Marking one of the bloodiest chapters in the brutal 18-month war, the fall of El-Fasher to the RSF could permanently alter Sudan's map
7 min read
03 November, 2025

The fall of El-Fasher has marked one of the bloodiest and most consequential chapters in Sudan’s 18-month war.

After a brutal siege that starved, bombed, and trapped hundreds of thousands of civilians, the paramilitary group known as the Rapid Support Forces (RSF) seized control of the army’s last major stronghold in Darfur, which may permanently alter Sudan’s map and solidify the country’s de facto partition.

El-Fasher represented the final urban centre in Darfur under the control of the Sudanese Armed Forces (SAF), and the army’s retention of the territory functioned as a key strategic barrier to the RSF’s western campaign.

Immediately after the RSF’s takeover of El-Fasher, the United Nations warned that “the risk of further large-scale, ethnically motivated violations and atrocities in El Fasher is mounting by the day”.

Horrifying footage of RSF atrocities and news that over 2,000 civilians were slaughtered within 48 hours of the takeover prompted humanitarian warnings of imminent famine and louder international calls for a ceasefire.

It marks a disturbing turn in a war that has ravaged Sudan since the RSF’s split from the SAF in April 2023, killing at least 150,000 civilians and displacing over 11 million.

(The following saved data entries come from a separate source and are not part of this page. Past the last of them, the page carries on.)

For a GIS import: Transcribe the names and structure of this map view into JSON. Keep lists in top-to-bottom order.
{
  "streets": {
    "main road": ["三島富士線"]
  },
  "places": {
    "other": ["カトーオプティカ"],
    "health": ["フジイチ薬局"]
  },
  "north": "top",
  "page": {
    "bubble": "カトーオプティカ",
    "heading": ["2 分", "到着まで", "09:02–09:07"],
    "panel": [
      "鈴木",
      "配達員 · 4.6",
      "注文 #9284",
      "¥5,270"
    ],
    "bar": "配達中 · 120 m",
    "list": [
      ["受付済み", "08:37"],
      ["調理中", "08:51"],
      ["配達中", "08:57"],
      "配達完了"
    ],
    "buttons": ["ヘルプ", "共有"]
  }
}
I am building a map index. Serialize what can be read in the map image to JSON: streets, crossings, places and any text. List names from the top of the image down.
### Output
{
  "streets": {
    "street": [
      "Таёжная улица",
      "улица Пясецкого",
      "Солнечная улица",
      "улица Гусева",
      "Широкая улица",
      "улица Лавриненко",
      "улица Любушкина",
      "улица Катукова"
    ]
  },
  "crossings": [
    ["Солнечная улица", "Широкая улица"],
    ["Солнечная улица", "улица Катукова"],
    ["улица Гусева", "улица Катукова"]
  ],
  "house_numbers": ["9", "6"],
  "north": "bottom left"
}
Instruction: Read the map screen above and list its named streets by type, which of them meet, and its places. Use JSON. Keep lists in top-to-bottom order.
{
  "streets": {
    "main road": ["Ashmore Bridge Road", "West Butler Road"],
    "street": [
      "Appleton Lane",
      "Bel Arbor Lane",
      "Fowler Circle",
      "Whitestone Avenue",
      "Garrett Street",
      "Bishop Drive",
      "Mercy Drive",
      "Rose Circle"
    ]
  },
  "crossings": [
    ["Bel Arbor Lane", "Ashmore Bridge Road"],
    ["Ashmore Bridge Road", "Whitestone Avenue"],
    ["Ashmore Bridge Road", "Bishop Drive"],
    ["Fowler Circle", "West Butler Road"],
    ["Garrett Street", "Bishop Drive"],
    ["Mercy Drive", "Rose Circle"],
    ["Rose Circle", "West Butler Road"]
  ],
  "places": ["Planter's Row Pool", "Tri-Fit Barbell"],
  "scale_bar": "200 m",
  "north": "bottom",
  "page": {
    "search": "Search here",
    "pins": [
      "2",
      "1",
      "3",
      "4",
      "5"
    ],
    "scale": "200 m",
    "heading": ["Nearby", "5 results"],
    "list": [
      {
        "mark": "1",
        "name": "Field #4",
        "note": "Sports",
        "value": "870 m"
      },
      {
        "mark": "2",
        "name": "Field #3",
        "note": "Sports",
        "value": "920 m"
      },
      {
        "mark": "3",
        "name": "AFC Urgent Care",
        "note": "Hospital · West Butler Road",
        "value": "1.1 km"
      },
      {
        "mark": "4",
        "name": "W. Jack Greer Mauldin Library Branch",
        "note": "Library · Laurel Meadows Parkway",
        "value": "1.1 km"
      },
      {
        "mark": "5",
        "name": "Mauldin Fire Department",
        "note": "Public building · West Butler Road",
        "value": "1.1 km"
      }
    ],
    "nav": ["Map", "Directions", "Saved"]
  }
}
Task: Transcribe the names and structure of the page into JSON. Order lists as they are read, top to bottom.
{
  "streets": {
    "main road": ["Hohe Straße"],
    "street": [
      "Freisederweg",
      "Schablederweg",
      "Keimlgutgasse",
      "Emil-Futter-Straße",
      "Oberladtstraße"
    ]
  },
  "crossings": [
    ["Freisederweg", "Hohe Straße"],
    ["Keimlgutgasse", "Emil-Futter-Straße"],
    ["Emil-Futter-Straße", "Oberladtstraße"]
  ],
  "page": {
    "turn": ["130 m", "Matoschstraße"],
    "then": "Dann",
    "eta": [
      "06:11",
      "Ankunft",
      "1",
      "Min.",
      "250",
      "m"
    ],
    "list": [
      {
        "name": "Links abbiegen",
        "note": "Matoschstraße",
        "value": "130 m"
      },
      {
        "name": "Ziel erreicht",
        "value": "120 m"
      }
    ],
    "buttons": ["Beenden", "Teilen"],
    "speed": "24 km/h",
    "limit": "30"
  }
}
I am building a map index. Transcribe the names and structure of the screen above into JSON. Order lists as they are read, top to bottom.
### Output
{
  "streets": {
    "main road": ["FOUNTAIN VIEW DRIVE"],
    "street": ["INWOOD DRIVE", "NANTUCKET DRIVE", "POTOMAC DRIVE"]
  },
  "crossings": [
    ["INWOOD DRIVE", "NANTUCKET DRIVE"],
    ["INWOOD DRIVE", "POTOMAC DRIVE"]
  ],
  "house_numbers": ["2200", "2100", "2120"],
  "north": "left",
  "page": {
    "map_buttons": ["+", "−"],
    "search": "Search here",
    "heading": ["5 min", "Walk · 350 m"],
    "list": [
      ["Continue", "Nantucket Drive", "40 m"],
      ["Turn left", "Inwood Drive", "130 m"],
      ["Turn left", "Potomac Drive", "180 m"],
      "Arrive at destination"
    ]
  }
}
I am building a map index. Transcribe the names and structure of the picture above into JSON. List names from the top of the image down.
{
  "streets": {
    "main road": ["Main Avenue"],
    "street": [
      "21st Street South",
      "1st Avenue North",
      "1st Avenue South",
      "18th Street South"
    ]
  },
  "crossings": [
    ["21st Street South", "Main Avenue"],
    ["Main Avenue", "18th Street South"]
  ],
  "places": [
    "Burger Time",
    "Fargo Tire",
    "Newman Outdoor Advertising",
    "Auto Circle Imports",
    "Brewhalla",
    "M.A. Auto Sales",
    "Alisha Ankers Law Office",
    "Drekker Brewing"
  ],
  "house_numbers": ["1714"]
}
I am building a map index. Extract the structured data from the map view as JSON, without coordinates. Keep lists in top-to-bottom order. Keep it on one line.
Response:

Hardening de facto partition

In the near term, analysts believe it will embolden the RSF to continue its brutal military campaign.

“It will galvanise the RSF to further expand the war front into other regions now that they have momentum. By capturing El-Fasher, they now have a direct route to the Northern State and the Kordofans and already there are reports of violations taking place in towns and cities like Bara and Tina,” Dallia Abdelmoniem, a Sudanese political analyst, told The New Arab.  

She added that both the RSF and SAF have weaponised humanitarian suffering since the war began, and since there has been no accountability or sanctioning of either side, the massacres could exceed that of the 2003 Darfur war, which saw genocide and mass war crimes committed.

In that war, the SAF and Janjaweed militias committed widespread atrocities against non-Arab ethnic groups such as the Fur, Masalit, and Zaghawa, while the Janjaweed were later rebranded as the RSF in 2013.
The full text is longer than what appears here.